Ol nedenle ektomorfik beden gördü müydü sapiens, endomorfik beden gördü müydü de neanderthal olacak diye bi’ kuralımız yok. Olmamalı. Keza bu durum arkeologlar arasında dahi böyle. Bundan ötürü genel kitleye pek kızamıyorsun, lakin uyarmadan da geçmek istemedim.

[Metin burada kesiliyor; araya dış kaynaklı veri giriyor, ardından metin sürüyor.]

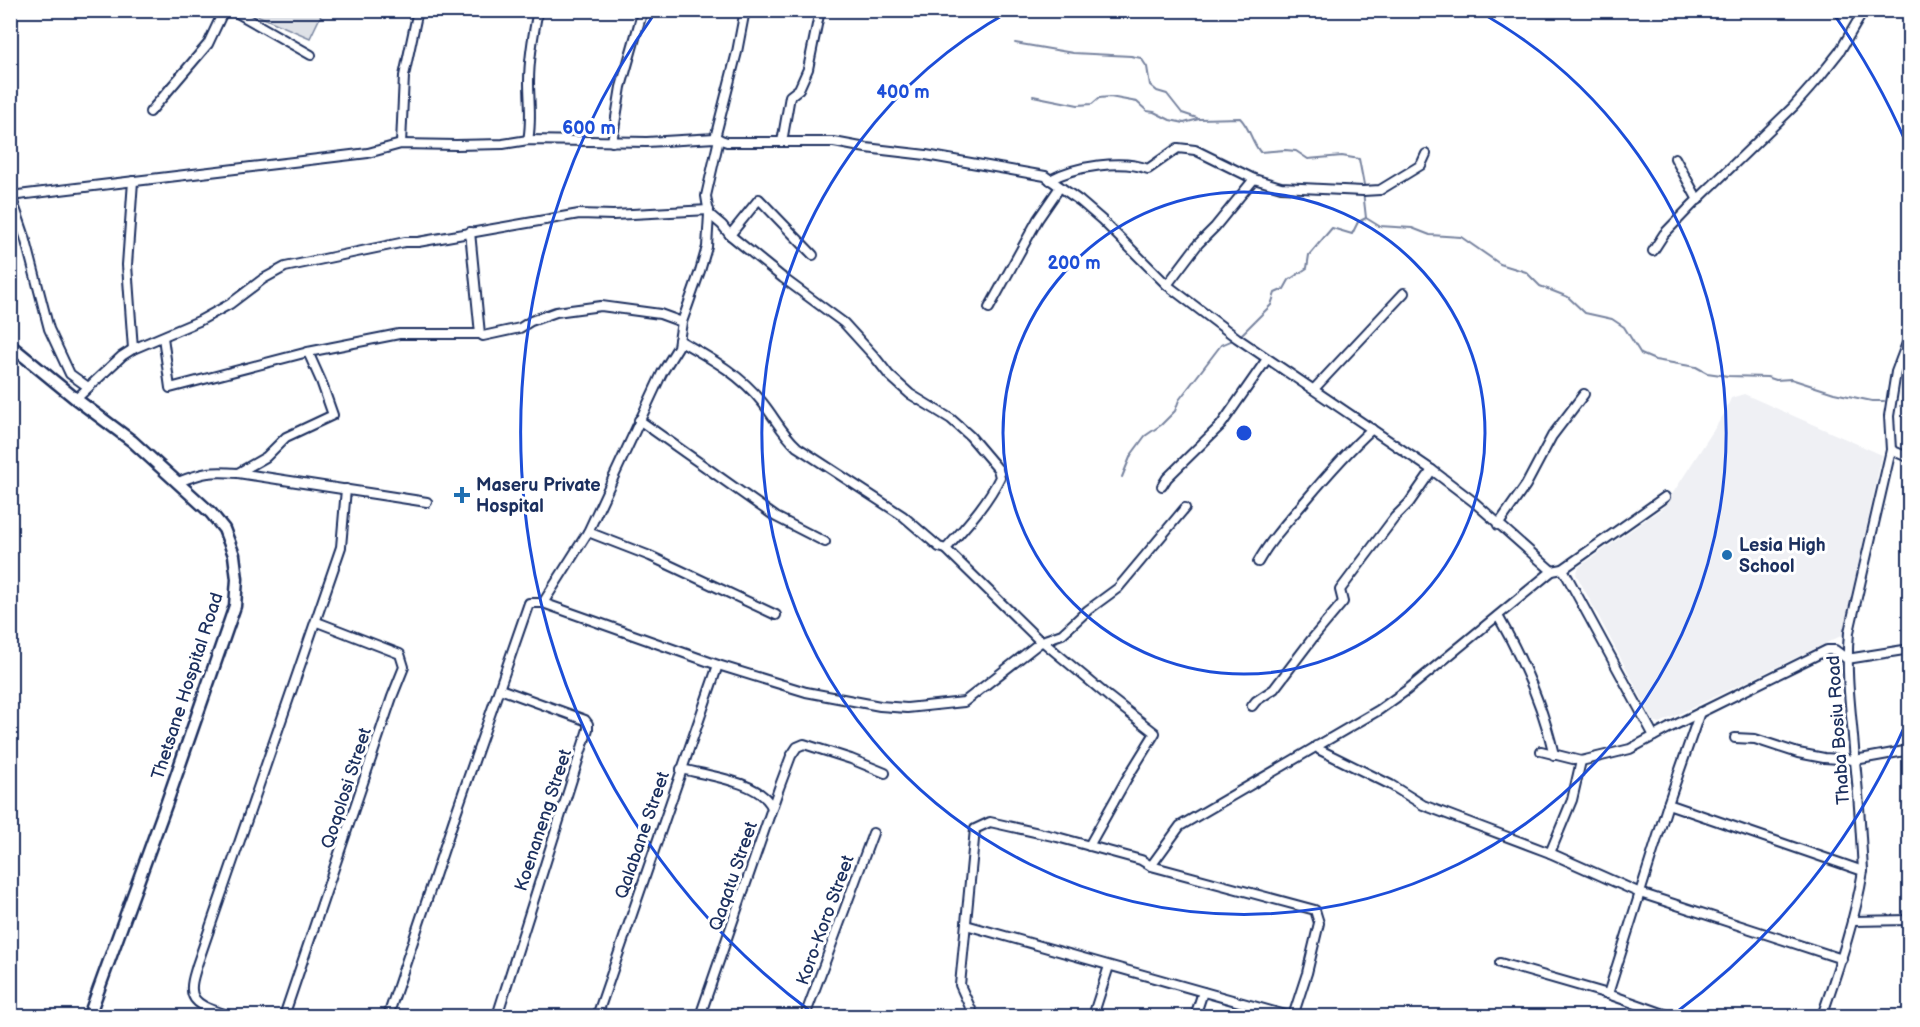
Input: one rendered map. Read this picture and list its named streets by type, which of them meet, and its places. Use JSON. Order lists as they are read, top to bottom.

Film, ateşin henüz prehistorik topluluklarca kavranamadığı, yararlı etkilerinin bilindiği ve fakat kontrol edilemediği bi’ süreci anlatıyor. Farklı klanlar arasında ateş mücadelesi ve hatta hırsızlıkları yaşanıyor. Belki bi’ ihtimal volkanik bi’ etkinlikten alınan ateş sürekli beslenerek klanda tutuluyor. Ama işte ateşin eskaza sönmesi neticesinde tekrar yakabilmek yok, henüz bu öğrenilememiş. Bu durumda ateşini besleyebilmiş, ayakta tutabilmiş bi’ diğer klana saldırmak ve ateşlerini (ç)almak gerekiyor. Bi’ nevi ateş hırsızlığı.

Son serüven sonrasında ateşi kontrol etmeyi öğrenmiş bi’ klandan ateş ustası transfer ediliyor. Zaten “aşk” temalı insani dürtülerin gelişimi konusunda da diğer klandan öğrenmeyi-bakarak öğrenmeyi gösteriyor-iddia ediyor film yine.
Yakılan ateşin etrafına toplanan klana ateşi bulmak için çıktıkları yolda başlarına geleni bazı sesler ve işaretler ile anlatmaya çalışan naoh’u görünce ateşin duyguları harekete geçiren sıcaklığını daha iyi anlıyorsunuz.

Not: 1250 cc’lik beyin hacmi verisi sanki tek başına beyin hacminin üstün yetilere, yaratıcılığa vb yeteceği intibasını uyandırmış. Bu böyle değildir bittabi.

*Bu yazı 31 Ekim 2011 tarihinde Arkeoloji Gazetesi adlı blogta yayınlandı.